Input:
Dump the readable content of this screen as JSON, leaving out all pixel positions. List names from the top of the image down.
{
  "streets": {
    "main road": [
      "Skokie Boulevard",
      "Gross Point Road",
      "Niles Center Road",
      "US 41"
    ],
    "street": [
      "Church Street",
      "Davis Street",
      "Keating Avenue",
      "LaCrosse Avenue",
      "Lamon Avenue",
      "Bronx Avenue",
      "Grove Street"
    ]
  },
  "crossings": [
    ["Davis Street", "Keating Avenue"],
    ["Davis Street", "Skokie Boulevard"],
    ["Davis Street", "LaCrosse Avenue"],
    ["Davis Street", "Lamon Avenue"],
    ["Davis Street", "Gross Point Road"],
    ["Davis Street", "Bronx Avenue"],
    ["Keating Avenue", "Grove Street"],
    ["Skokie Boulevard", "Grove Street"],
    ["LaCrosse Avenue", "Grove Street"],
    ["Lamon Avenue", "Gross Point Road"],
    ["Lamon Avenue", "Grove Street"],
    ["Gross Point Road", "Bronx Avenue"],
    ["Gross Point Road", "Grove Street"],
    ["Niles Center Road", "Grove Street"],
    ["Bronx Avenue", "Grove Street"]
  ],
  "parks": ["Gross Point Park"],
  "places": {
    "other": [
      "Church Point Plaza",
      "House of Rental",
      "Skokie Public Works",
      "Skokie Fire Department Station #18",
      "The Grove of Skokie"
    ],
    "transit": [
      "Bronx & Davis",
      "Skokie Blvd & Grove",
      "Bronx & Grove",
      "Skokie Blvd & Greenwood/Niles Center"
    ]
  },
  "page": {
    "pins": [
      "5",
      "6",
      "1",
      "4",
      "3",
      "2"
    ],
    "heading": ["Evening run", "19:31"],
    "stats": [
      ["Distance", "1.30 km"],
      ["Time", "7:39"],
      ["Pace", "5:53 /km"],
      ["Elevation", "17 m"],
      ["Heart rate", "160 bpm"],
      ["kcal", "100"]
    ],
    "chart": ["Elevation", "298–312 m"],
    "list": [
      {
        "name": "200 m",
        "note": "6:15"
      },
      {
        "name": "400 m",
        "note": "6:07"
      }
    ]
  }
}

Try it: Give again each line shown above, keeping every word as it is.

Solution for this problem:
Dump the readable content of this screen as JSON, leaving out all pixel positions. List names from the top of the image down.
{
  "streets": {
    "main road": [
      "Skokie Boulevard",
      "Gross Point Road",
      "Niles Center Road",
      "US 41"
    ],
    "street": [
      "Church Street",
      "Davis Street",
      "Keating Avenue",
      "LaCrosse Avenue",
      "Lamon Avenue",
      "Bronx Avenue",
      "Grove Street"
    ]
  },
  "crossings": [
    ["Davis Street", "Keating Avenue"],
    ["Davis Street", "Skokie Boulevard"],
    ["Davis Street", "LaCrosse Avenue"],
    ["Davis Street", "Lamon Avenue"],
    ["Davis Street", "Gross Point Road"],
    ["Davis Street", "Bronx Avenue"],
    ["Keating Avenue", "Grove Street"],
    ["Skokie Boulevard", "Grove Street"],
    ["LaCrosse Avenue", "Grove Street"],
    ["Lamon Avenue", "Gross Point Road"],
    ["Lamon Avenue", "Grove Street"],
    ["Gross Point Road", "Bronx Avenue"],
    ["Gross Point Road", "Grove Street"],
    ["Niles Center Road", "Grove Street"],
    ["Bronx Avenue", "Grove Street"]
  ],
  "parks": ["Gross Point Park"],
  "places": {
    "other": [
      "Church Point Plaza",
      "House of Rental",
      "Skokie Public Works",
      "Skokie Fire Department Station #18",
      "The Grove of Skokie"
    ],
    "transit": [
      "Bronx & Davis",
      "Skokie Blvd & Grove",
      "Bronx & Grove",
      "Skokie Blvd & Greenwood/Niles Center"
    ]
  },
  "page": {
    "pins": [
      "5",
      "6",
      "1",
      "4",
      "3",
      "2"
    ],
    "heading": ["Evening run", "19:31"],
    "stats": [
      ["Distance", "1.30 km"],
      ["Time", "7:39"],
      ["Pace", "5:53 /km"],
      ["Elevation", "17 m"],
      ["Heart rate", "160 bpm"],
      ["kcal", "100"]
    ],
    "chart": ["Elevation", "298–312 m"],
    "list": [
      {
        "name": "200 m",
        "note": "6:15"
      },
      {
        "name": "400 m",
        "note": "6:07"
      }
    ]
  }
}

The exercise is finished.